May I offer one prophetic word, which might become a source of life-giving wisdom for many of us as we approach the Christmas season?


Over the Christmas season, many of us will sing an anthem that celebrates Christ’s birth and ushers in our expectation of “peace on earth.” Does “peace” resonate in your life?

Stop and consider your ministerial and personal worlds.
What are you doing that might be robbing you of peace? What things are encroaching upon the margins of your schedule? What is robbing your soul of rest and solitude? Perhaps the elusive thief is sheer busyness.

We must protect the priority of Sabbath, even during the most hectic seasons of life. It is one command given by God, which seems to be so easily dismissed in our world today. Breaking this specific commandment is often-times applauded and occasionally rewarded by our culture, and yet it is part of our soul-design by God to restore rest, balance and health for our lives. This is an area of conviction in my own life, which I must surrender to God every day.

Let me urge you to create and protect solitude in your life by simplifying your daily rhythm. Simplify your schedule. Streamline your visitations. Embrace silence. Exercise prayer and meditation every day. Force yourself to do nothing every day before you’re forced to do so by a medical practitioner.

The results? You will likely find yourself smiling more.
Laughing more. Crying more (in a good way). You might enjoy reading for pleasure, more than sermon preparation. The Word of God might come alive in you again. You might sleep better. You will probably argue less with your spouse and children.
All of these things will translate to one thing: your family and your 
congregation will find peace in you while they travel through life on a very hectic planet called Earth.

If we want to sing about “peace on earth” and offer its benefits to our fellow sojourners, I think it is fair to say that this Christmas anthem would be regarded as much more credible if it is delivered by Christian leaders who exemplify simplicity, rest and margin in their own lives. I am speaking to my own soul here!
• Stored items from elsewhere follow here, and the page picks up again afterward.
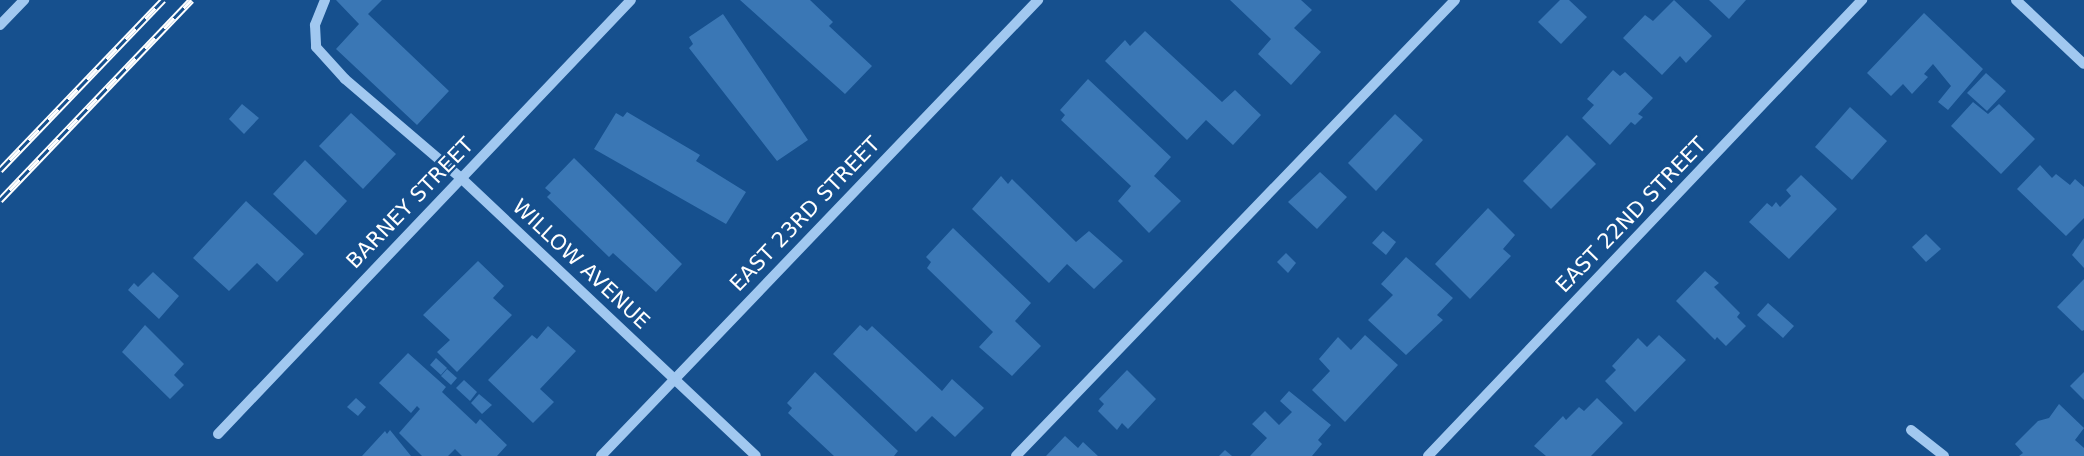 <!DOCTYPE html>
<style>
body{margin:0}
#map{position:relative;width:2084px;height:456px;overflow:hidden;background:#16508e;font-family:"DejaVu Sans",sans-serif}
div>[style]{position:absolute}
.building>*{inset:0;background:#3a77b5}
.minor>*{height:10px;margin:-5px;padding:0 5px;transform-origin:5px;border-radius:5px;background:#a1c8f0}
.rail>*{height:7px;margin-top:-3.5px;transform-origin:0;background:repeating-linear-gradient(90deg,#16508e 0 14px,#fff 0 28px);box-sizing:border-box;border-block:2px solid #fff}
span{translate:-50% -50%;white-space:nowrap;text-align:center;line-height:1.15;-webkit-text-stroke:4.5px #16508e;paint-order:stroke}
.street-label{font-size:21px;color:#fff}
</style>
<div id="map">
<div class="building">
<div style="clip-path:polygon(336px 0,382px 0,368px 14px,449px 91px,417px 125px,336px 49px,359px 24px)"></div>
<div style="clip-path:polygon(740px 0,810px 0,833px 22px,829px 26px,872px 66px,845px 94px)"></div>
<div style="clip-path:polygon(1230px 0,1301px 0,1312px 10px,1294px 28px,1321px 52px,1291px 85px,1258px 54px,1271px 39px)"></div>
<div style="clip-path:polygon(1560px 0,1569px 0,1587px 17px,1561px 44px,1538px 22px)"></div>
<div style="clip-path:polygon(1674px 0,1712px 36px,1686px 63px,1680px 56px,1662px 75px,1623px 38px,1645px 15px,1653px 21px)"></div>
<div style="clip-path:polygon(1709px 0,1746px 0,1729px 19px)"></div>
<div style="clip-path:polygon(1924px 13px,1983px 69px,1948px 110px,1938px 102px,1951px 86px,1933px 64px,1924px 74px,1928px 77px,1912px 94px,1903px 84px,1891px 96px,1867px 73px)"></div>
<div style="clip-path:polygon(723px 14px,808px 140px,777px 161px,689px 48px,693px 44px,689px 37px)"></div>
<div style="clip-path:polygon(1145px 31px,1222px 102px,1235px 90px,1261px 115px,1233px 145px,1206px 120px,1187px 140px,1105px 61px,1125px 40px,1130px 46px)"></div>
<div style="clip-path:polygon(1613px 70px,1620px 76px,1625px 72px,1653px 98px,1638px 114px,1643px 117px,1635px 125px,1631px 122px,1610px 145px,1582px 118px,1594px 105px,1587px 99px)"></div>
<div style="clip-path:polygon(1986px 73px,2006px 91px,1987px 111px,1967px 93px)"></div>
<div style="clip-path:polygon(1088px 79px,1171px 157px,1154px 176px,1181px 201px,1149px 233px,1118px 201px,1131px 186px,1061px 120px,1065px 115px,1060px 110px)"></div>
<div style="clip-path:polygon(1973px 102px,1988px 114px,1999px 104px,2035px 139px,2001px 174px,1951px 126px)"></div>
<div style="clip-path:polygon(242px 104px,259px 118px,244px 134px,229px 119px)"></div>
<div style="clip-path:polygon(1850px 107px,1887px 141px,1852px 180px,1815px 147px)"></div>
<div style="clip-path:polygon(627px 112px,700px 155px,696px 161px,746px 192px,726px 224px,594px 149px,616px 113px,623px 117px)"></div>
<div style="clip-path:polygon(351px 113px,396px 154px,363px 189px,319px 146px)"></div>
<div style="clip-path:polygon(1395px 114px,1423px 140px,1376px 191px,1348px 163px)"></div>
<div style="clip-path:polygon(1567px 135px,1596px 164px,1551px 209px,1523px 181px)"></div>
<div style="clip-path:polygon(574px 158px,682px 264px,656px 292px,613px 253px,609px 257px,547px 197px,551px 193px,545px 188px)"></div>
<div style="clip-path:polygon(305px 160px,347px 201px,316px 235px,273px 194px)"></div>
<div style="clip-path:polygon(2040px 165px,2052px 178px,2056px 174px,2070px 185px,2075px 179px,2084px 187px,2084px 218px,2066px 236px,2017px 189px)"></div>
<div style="clip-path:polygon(1320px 172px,1347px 197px,1317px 229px,1288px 202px)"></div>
<div style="clip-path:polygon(1801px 175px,1837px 209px,1789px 259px,1749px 222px,1767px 203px,1772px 207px,1776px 202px,1780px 207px,1791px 196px,1786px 190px)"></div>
<div style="clip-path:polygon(1001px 176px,1008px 184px,1012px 179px,1076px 242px,1089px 231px,1123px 261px,1094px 289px,1067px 264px,1049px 283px,972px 209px)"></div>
<div style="clip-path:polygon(246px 201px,304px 254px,277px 282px,257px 263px,229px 291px,193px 258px)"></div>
<div style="clip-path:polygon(1488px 208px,1515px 235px,1503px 249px,1511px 256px,1470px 299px,1435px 264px)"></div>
<div style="clip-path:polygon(953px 228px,1031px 303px,1015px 321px,1041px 346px,1012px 376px,979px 347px,993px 332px,927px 268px,931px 262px,926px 257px)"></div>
<div style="clip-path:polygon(1383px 231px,1396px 242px,1386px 255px,1372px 243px)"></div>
<div style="clip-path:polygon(1926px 234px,1941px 249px,1926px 262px,1912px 247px)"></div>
<div style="clip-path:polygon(2084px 238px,2084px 268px,2072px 255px)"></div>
<div style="clip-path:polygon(1286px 253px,1296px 263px,1288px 273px,1277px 262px)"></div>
<div style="clip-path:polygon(1406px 257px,1453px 298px,1437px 315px,1443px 320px,1406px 355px,1368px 320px,1393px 295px,1381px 284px)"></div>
<div style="clip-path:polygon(478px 261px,504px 286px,493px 298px,512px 315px,457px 372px,437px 352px,450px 340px,423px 315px)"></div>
<div style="clip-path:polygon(1705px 271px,1719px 283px,1714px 287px,1740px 313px,1737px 317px,1746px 326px,1726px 346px,1717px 337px,1715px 340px,1676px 301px)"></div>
<div style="clip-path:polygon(153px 272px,179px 296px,159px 319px,128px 290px,134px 283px,138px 287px)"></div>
<div style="clip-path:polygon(2084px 279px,2084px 330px,2082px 331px,2057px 307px)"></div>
<div style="clip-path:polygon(1768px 303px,1794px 326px,1783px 338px,1757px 315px)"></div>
<div style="clip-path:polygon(145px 325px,184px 364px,174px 375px,184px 385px,170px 399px,122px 352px)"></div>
<div style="clip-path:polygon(860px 325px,867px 331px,872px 326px,942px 391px,952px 379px,984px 408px,955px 437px,932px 416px,916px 432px,833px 354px)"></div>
<div style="clip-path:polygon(548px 326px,576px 351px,540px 389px,554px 402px,533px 423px,488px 380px,532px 335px,537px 339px)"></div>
<div style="clip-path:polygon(1365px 335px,1398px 365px,1345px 422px,1312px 390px,1330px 371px,1319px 359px,1338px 337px,1351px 350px)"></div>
<div style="clip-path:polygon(1659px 335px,1686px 360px,1635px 412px,1605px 381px,1616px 370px,1612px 366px,1638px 338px,1647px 347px)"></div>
<div style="clip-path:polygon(408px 353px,446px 387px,442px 392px,476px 424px,480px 419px,507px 445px,497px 456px,462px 456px,455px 449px,448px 456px,422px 456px,399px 433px,420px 409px,417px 406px,411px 413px,379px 383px)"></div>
<div style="clip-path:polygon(436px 358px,447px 368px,441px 375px,430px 365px)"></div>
<div style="clip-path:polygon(447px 369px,457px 378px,451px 385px,441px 376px)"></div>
<div style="clip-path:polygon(1127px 370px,1156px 399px,1128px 429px,1122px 423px,1117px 430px,1098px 411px,1104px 404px,1099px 399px)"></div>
<div style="clip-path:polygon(815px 372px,898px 451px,894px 456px,834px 456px,788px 413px,792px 408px,787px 403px)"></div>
<div style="clip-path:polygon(2084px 372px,2084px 400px,2070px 386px)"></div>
<div style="clip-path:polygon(464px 380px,477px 392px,470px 401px,456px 388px)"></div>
<div style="clip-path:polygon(1289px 391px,1331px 425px,1318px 440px,1322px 444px,1312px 456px,1250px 456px,1267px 438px,1252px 424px,1265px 411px,1279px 425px,1292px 412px,1280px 401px)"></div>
<div style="clip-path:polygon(479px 394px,492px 405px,482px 414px,471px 403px)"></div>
<div style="clip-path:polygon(356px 398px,366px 407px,358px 416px,347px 407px)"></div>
<div style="clip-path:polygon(1597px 398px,1623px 423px,1591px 456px,1546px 456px,1534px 446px,1563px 416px,1566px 420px,1579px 407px,1584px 411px)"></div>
<div style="clip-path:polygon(2059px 404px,2084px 428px,2075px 440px,2084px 448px,2084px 456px,2019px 456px,2023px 453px,2015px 444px,2038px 421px,2049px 418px)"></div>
<div style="clip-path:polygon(390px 430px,411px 456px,362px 456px,385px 431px,387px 434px)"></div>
<div style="clip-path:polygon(1065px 436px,1078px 448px,1083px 442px,1098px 456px,1046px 456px)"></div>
<div style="clip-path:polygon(1225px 450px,1232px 456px,1219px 456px)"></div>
</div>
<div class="minor">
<div style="left:325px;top:0;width:27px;rotate:112deg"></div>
<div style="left:315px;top:25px;width:22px;rotate:87deg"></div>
<div style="left:316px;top:47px;width:43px;rotate:47.8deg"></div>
<div style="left:345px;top:79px;width:153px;rotate:40.5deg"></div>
<div style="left:461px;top:178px;width:405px;rotate:43.3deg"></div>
<div style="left:2016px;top:0;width:93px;rotate:43.3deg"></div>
<div style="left:0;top:25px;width:35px;rotate:-46deg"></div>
<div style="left:1911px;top:430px;width:42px;rotate:38.2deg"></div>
<div style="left:218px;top:434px;width:599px;rotate:-46.42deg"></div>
<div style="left:601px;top:456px;width:632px;rotate:-46.22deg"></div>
<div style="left:1016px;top:456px;width:633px;rotate:-46.09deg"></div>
<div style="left:1428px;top:456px;width:630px;rotate:-46.42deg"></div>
</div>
<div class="rail">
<div style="left:0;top:170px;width:236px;rotate:-46.2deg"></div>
<div style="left:0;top:200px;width:277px;rotate:-46.3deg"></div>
</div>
<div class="street-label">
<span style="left:410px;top:203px;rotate:-46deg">BARNEY STREET</span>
<span style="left:805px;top:214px;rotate:-46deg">EAST 23RD STREET</span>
<span style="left:1631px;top:215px;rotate:-46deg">EAST 22ND STREET</span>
<span style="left:581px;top:264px;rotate:43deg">WILLOW AVENUE</span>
</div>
</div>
Here’s the good news: simplicity will transform your body, soul and spirit. It will help you become more creative. It will allow you to dream, to envision, and pray with an ear that recognizes God’s voice.

Friends the people whom you serve need the peace of God more than anything. Allow Jesus to do more through your rested, peace-filled soul, than through your hurried, rushed and weary efforts this Christmas season.